Winston Peters' Perspectives article failed to provide any evidence of a terrorist threat to New Zealand. No one has suggested that the Iraqis he has named are likely to detonate any bombs. None of them came here dishonestly, and there are arguments for and against each of them staying.

The new Iraqi Government is grappling with what to do with former members of Saddam Hussein's regime. Though some are going to be put on trial, most have been re-employed by the new administration. These include diplomats like Zohair Mohammad al-Omar, who is here visiting his son, a New Zealand citizen. We should take a lead from the Iraqi authorities. The fact that al-Omar has a clearance from the new Government in Baghdad counts in his favour but it doesn't necessarily mean he should receive residence, a decision that should be left to the Immigration Service.
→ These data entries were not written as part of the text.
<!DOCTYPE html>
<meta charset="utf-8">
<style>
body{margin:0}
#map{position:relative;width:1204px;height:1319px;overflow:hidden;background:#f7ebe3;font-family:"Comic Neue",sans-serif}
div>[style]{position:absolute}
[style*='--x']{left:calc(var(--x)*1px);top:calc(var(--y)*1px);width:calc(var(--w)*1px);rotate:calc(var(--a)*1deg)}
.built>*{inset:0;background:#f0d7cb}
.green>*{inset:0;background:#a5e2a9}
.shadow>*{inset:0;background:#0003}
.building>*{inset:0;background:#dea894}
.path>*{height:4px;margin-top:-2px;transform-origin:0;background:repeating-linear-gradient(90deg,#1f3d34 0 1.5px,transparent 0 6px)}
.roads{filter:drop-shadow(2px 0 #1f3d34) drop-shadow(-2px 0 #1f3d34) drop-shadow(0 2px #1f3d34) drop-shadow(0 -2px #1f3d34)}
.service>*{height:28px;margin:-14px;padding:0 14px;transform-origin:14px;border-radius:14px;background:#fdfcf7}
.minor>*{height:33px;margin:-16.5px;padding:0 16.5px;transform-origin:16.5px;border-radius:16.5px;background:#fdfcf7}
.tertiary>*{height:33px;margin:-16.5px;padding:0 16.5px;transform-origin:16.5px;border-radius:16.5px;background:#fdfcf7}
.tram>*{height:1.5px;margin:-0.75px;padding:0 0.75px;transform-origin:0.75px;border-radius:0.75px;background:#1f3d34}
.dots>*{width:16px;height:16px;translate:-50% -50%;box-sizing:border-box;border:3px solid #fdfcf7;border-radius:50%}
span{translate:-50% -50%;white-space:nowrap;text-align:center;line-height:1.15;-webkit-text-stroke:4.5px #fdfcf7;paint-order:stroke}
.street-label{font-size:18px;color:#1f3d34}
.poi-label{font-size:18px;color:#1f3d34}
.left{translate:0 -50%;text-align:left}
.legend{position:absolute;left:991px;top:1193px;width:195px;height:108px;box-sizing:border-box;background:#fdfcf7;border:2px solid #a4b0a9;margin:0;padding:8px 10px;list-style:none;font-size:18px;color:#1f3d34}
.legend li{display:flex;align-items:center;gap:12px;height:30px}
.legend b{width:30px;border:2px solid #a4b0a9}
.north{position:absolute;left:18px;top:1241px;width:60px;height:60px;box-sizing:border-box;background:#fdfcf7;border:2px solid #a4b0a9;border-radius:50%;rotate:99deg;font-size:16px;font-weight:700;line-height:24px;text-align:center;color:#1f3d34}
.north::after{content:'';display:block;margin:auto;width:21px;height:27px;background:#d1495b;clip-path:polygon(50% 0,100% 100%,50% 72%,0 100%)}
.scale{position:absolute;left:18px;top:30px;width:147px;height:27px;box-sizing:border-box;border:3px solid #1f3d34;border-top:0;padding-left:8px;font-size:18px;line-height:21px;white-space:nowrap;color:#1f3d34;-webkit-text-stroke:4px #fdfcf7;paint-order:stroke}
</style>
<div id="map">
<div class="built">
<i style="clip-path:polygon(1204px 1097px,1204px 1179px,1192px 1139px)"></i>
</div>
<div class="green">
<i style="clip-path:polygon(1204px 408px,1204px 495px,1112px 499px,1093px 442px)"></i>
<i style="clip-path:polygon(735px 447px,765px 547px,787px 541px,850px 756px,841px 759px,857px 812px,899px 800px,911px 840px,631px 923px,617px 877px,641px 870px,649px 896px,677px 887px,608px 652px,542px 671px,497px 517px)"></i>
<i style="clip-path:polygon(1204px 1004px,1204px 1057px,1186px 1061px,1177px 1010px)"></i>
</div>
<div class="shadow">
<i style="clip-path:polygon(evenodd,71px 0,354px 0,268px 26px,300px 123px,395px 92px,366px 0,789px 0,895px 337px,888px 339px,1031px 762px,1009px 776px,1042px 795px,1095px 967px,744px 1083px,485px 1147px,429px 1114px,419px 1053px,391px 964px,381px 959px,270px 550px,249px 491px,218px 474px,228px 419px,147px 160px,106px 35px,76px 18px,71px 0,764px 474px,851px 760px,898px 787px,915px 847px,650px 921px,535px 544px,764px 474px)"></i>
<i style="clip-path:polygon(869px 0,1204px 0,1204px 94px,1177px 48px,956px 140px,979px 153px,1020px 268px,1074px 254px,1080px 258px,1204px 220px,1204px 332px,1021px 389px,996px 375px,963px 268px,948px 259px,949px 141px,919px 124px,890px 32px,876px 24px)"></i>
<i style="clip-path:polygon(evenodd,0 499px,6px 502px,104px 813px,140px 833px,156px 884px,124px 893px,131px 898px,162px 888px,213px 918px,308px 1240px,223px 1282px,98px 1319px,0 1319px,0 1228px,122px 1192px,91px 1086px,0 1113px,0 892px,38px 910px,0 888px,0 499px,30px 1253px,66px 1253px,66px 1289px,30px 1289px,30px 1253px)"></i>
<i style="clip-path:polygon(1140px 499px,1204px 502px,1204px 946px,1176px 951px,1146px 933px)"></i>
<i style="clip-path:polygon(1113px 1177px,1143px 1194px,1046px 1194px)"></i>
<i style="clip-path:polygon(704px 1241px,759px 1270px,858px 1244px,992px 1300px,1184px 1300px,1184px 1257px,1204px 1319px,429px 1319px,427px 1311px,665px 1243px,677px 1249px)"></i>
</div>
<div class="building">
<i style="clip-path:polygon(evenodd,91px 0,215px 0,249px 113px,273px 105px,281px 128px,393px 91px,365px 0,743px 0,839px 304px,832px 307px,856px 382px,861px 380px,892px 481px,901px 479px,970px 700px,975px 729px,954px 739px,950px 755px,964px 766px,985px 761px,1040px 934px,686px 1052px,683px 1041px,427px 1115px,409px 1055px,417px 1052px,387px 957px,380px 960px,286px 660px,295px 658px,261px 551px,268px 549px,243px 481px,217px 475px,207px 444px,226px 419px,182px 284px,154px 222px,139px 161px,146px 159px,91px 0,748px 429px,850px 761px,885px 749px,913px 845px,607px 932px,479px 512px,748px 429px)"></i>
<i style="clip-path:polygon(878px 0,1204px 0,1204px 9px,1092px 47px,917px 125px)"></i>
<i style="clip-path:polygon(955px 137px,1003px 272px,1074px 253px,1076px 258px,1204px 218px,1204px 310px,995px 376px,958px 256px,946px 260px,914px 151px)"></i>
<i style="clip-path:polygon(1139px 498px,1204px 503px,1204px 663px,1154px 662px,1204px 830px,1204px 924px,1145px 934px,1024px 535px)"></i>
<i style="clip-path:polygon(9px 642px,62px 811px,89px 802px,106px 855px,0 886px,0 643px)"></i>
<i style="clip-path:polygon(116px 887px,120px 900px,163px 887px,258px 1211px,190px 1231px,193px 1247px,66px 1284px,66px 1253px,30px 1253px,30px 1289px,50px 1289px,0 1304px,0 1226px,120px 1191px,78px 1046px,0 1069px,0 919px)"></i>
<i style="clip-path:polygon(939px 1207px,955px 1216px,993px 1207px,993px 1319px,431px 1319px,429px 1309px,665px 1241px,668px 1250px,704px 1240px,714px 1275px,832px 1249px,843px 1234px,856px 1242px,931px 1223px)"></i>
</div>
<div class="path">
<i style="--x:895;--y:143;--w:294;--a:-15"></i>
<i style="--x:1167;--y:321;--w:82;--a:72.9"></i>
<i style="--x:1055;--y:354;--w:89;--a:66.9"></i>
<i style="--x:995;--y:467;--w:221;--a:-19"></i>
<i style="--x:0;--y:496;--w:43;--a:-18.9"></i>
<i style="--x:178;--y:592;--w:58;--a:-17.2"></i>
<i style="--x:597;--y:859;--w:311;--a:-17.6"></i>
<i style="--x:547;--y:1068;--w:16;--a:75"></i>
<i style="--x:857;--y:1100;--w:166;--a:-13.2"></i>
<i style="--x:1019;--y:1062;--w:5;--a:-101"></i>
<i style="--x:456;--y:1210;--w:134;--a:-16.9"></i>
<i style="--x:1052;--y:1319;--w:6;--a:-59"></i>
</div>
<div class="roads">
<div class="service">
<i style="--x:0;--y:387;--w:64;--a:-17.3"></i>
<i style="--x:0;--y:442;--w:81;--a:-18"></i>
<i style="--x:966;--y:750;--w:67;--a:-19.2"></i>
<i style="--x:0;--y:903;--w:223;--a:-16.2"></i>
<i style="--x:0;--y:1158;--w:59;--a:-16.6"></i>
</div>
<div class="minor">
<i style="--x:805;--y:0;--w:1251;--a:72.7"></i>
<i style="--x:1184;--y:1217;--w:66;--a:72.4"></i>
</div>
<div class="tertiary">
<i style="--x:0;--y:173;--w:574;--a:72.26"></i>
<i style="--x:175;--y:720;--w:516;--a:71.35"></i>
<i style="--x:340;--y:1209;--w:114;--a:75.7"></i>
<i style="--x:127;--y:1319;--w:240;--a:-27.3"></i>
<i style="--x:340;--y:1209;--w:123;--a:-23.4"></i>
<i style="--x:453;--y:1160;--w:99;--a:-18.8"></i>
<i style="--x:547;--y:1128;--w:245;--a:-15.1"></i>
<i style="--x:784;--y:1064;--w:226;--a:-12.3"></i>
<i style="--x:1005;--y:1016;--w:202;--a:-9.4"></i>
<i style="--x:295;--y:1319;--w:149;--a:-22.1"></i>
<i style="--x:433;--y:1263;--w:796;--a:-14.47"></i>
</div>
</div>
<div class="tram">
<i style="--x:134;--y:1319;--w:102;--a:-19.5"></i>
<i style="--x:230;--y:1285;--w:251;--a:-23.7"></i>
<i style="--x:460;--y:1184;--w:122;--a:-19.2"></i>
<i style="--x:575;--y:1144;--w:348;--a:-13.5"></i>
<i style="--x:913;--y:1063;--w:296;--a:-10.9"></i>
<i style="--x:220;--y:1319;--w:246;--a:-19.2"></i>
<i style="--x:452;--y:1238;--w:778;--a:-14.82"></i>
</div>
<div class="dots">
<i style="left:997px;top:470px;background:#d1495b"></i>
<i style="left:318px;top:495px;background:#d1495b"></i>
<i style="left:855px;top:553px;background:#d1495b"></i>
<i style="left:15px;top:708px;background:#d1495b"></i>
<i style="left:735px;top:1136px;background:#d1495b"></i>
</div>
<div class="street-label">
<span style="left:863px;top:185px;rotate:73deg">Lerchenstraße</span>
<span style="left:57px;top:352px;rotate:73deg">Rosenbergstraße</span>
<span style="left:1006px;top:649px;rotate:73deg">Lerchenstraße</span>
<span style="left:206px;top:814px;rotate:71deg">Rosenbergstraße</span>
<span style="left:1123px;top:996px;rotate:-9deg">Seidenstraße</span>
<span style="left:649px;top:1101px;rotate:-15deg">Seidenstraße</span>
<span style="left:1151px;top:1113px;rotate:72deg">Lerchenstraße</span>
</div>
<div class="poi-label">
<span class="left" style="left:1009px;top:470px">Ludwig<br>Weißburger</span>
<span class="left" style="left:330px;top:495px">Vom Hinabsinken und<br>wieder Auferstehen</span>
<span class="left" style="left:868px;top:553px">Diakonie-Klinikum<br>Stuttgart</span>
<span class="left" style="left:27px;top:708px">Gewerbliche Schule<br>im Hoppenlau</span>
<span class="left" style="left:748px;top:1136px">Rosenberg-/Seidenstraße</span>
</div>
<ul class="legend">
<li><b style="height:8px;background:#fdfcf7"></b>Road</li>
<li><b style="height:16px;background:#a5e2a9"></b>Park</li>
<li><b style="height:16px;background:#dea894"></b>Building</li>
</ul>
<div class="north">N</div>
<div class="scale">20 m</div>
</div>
Politicians like Peters or myself should not be determining the fate of people like al-Omar. We have political agendas. New Zealand First picks up votes from those afraid of foreigners, while the Greens poll well among those who celebrate ethnic diversity.

It is not surprising that Peters and I differ as to whether al-Omar, or Ahmed Zaoui, should be given a chance to stay here. Clearly, applications to come to New Zealand should not be processed by politicians but by objective specialist bodies.

It is important to make a distinction between visitors and those who apply for residence. It would be counterproductive to subject hundreds of thousands of tourists to thorough immigration-style checks - they would only get upset and take their holidays somewhere else. Tourists are avoiding America in droves because of their overly intrusive checking and delays for visas. International conference organisers are also giving the United States a miss because they cannot guarantee that intending delegates will get their paperwork on time.

Unfortunately this is already a problem in New Zealand. Last year the Quakers hosted an international gathering in Auckland and several delegates did not arrive, or were late, because of long visa delays at our missions in New Delhi and Pretoria.

Now, panicked by Peters, the Government is trawling back through hundreds of thousands of visa approvals from 54 allegedly high-risk countries. Which countries are "high risk"? Sorry, the Government won't tell you. When I asked for the list, I was refused on security grounds.

This type of secrecy is making migrants already here nervous. They don't know whether their communities are being targeted and they are worried that the extra suspicion will foster more racial prejudice.

The Government should be more open about what it is doing. It should also keep calm and not rush to create a new category of "undesirable" visitors. This could be quite dangerous to free speech. A vague category of "undesirable" could be used to exclude people on the basis on their political views, rather than whether they have done anything criminal.

Of course, anyone wanting to stay on here is already subject to more stringent checks than a visitor. People applying for residence or citizenship already have to pass a "good character" test.

There is certainly no need for any precipitate action. New Zealand is a lucky country as regards terrorism or illegal migration. No terrorist has shown an interest in New Zealand and we don't get boat people because the sea journey is too long. Rightly or wrongly, asylum-seekers are finding it very difficult to get on a plane to New Zealand. Immigration Minister Paul Swain told Parliament that asylum-seeker claims at the border had declined from 2627 in 1997-98 to 277 in the year to February.

There is no evidence to support Peters' assertion that other nations are withholding information from us about dangerous migrants. There is no need to panic in the face of his accusations. His claims that New Zealand is a "soft touch" and has a security problem fall over in the light of the facts.

* Green MP Keith Locke is responding to New Zealand First leader Winston Peters who says this country will continue to be regarded as a soft touch by terrorists if the Government does not take security seriously.